Strange how Hook doesn’t think his hook can block a sword strike, though we’ve seen him do it before. Also, how about Emma’s spying techniques? She shows up in the knick of time, we don’t actually know how she keeps such close tabs on Hook.

I do love the obsessed gleam in Arthur’s eyes here, before Emma swats him into a tree. Crumpled heap much?

Yes, you should apologize Hook. I realize you have your limitations, but what you said on that ship was PAINFUL.

Hook’s demonstration that he is beginning to understand the curse is crucial to the ending of this episode, for Hook and for us.

I have a special affection for Hook. This guy was happy following his brother and then he had to step into shoes he wasn’t ready for, a chronic and seemingly repeating pattern in his life. Hook  always seems just a little out of his depth. His confidence exceeds his skill set over and over again. He taunts and bullies a lame spinner who had the courage to ask him to do the right thing on the deck of his ship. He then looses everything when that same spinner comes back as the Dark One to get him to answer for his crime. He loses his love and ends up the guest of Peter Pan for the next few hundred years. Later he goes back after the Dark One unsuccessfully (on multiple occasions) nearly to his demise, only luck saves this guy. And Belle. Among more recent foolhardy endeavors, he tries to manipulate Rumple, the master manipulator, to get his hand back. Talk about bringing a toy hook to a gun fight… Again Belle steps in and is the only reason Hook is still sucking down oxygen.

It shouldn’t be a great surprise, then, that it takes him some time to figure out what Belle figured out in short order: the nature of the Dark One’s curse. Yes, Emma is still in there, just like the good man Rumple used to be is not entirely gone. Corruption and distortion though, are in progress.

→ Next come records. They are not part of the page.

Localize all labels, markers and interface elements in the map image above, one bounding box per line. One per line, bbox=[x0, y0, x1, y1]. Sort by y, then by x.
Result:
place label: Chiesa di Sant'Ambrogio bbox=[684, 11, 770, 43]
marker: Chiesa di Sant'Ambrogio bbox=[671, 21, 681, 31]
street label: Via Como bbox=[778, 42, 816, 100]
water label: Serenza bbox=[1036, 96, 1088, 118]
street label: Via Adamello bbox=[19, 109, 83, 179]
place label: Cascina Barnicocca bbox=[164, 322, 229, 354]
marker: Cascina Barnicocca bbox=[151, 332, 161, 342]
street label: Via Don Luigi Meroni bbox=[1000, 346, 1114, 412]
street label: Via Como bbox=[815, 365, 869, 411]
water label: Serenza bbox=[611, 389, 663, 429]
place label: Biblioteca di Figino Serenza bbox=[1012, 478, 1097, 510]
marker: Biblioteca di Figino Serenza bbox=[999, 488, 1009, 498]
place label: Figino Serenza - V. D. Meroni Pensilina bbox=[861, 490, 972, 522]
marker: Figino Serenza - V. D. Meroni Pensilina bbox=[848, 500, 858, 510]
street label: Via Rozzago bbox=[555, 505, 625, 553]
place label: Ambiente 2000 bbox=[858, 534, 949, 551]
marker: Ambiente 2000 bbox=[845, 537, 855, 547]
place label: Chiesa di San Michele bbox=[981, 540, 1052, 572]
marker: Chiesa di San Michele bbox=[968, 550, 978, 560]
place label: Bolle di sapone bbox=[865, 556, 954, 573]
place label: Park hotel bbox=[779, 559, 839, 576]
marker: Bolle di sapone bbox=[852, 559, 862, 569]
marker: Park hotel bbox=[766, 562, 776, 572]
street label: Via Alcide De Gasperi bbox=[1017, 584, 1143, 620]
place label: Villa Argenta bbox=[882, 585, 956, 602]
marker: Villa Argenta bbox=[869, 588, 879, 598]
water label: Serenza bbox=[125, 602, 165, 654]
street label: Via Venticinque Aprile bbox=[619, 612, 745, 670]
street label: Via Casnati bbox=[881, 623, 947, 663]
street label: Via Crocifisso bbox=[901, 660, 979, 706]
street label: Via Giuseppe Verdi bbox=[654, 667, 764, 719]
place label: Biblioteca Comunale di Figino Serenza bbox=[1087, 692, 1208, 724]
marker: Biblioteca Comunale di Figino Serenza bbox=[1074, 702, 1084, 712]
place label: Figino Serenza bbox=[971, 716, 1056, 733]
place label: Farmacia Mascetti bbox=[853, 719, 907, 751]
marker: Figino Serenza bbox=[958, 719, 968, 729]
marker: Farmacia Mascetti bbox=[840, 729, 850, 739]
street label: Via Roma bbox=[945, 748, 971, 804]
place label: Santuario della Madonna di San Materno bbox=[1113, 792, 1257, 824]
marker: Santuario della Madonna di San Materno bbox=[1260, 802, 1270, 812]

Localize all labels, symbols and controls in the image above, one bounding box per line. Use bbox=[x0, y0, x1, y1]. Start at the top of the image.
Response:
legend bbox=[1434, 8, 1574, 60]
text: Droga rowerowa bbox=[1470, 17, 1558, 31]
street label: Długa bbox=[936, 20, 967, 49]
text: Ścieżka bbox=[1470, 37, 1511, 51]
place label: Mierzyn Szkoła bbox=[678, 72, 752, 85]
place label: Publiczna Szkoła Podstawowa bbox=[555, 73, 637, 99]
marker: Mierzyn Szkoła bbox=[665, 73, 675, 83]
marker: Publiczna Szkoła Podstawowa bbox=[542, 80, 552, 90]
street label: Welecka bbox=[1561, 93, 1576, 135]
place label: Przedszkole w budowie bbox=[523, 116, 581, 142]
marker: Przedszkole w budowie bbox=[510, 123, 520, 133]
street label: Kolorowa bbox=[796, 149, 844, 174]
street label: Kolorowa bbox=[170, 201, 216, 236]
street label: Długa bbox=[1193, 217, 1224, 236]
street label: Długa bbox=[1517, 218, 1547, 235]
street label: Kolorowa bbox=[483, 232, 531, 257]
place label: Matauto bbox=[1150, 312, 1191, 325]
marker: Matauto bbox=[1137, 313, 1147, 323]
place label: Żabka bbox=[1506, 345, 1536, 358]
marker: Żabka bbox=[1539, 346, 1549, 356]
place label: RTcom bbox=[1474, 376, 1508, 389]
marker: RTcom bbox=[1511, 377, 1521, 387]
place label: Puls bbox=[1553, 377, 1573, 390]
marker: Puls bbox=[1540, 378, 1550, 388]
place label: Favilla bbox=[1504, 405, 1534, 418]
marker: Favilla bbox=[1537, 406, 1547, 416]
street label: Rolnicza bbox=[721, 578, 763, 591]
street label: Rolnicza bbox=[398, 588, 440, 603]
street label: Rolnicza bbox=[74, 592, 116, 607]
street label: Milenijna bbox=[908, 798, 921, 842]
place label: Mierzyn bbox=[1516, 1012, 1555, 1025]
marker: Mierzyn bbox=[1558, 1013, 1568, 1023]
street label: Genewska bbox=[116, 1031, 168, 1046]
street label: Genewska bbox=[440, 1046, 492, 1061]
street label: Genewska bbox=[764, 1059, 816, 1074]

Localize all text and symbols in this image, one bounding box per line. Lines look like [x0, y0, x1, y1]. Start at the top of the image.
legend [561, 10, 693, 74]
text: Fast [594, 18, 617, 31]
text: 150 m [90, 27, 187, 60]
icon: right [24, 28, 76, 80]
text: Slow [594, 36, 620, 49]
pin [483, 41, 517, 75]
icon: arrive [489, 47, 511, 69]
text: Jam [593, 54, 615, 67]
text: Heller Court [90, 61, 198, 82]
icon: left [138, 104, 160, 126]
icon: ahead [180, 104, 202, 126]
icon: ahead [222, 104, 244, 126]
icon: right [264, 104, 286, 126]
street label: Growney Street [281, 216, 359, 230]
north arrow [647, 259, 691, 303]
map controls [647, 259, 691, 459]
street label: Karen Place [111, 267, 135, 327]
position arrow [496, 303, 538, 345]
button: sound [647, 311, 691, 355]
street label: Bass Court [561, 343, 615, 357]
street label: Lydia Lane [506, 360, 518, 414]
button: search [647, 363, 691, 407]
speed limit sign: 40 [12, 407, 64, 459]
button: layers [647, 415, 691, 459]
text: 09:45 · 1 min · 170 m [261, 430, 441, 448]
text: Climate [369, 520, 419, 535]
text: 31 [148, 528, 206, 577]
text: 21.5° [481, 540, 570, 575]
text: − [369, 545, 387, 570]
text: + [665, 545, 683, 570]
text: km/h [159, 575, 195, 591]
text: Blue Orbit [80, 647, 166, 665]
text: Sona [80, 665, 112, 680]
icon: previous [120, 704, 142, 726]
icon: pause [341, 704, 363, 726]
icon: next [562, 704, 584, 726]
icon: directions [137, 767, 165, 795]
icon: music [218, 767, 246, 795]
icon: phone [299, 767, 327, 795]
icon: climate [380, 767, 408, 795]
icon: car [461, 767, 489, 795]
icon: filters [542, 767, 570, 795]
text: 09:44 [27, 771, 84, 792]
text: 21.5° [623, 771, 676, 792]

Hook has decided, now that he understands, to go after what matters to him: Emma. Perhaps this is why I adore Hook as I do. He is singly focused and persistent in his aim no matter the odds and no matter how far outclassed he is. This tenacity, when coupled with a big heart (which he had to work hard to find after having lost it for a good long while), makes Hook truly endearing. And it’s good advice too. Persistence will get a person far in this life.

I can only imagine the depths of Emma’s pain here. She was counting on Hook to love her even as the Dark One and that day on his ship, he couldn’t accept her. And then she tells us she’s doing it for him.

Dun, dun DUN!!! What happened in Camelot???

I still haven’t forgiven the memory wipe… but they are using that device for everything it is worth.  It must have been a difficult decision to decide to reuse something knowing (to the extent of having Mary Margaret say explicitly) that the audience was going to groan. I think Once is counting on our patience and forgiveness here, that it will all be worth it. Sounds like what Emma just told Hook.

Scene 3: Title card = who’s that???

The throwback to Season 1 with that key is wonderful.

Exposition… Arthur has your family, yadda yadda, surrender or else.

Props to Jared Gilmore and Beverly Elliot for holding so still during that long speech of Merlin’s.

Scene 4: Not important anymore.

Now I know David is a few crayons short of a full box, but what Arthur knows about Nimue seems OBVIOUSLY important and it seems equally obvious that he does know something. Frankly, letting Hook interrogate Arthur a while longer might have been helpful. But insulting Arthur’s pride definitely felt smug.

I appreciate that Once is consistent in writing David’s lack of wit, going so far as to get Cruella to insult him explicitly about it. “If only your wits matched your looks…”

Well, we can’t have everything now can we. And Josh Dallas does a great job with his charge.

Mary Margaret, surprisingly, says something insightful. It might not be Emma anymore. We just saw the evidence Hook did, but Mary Margaret has very good reason to doubt that Emma hasn’t been completely subverted by the darkness. After all, they all saw Rumple’s black heart and know what was happening to him. They don’t know that Emma didn’t drown entirely. Except Hook, now, because he has evidence to the contrary.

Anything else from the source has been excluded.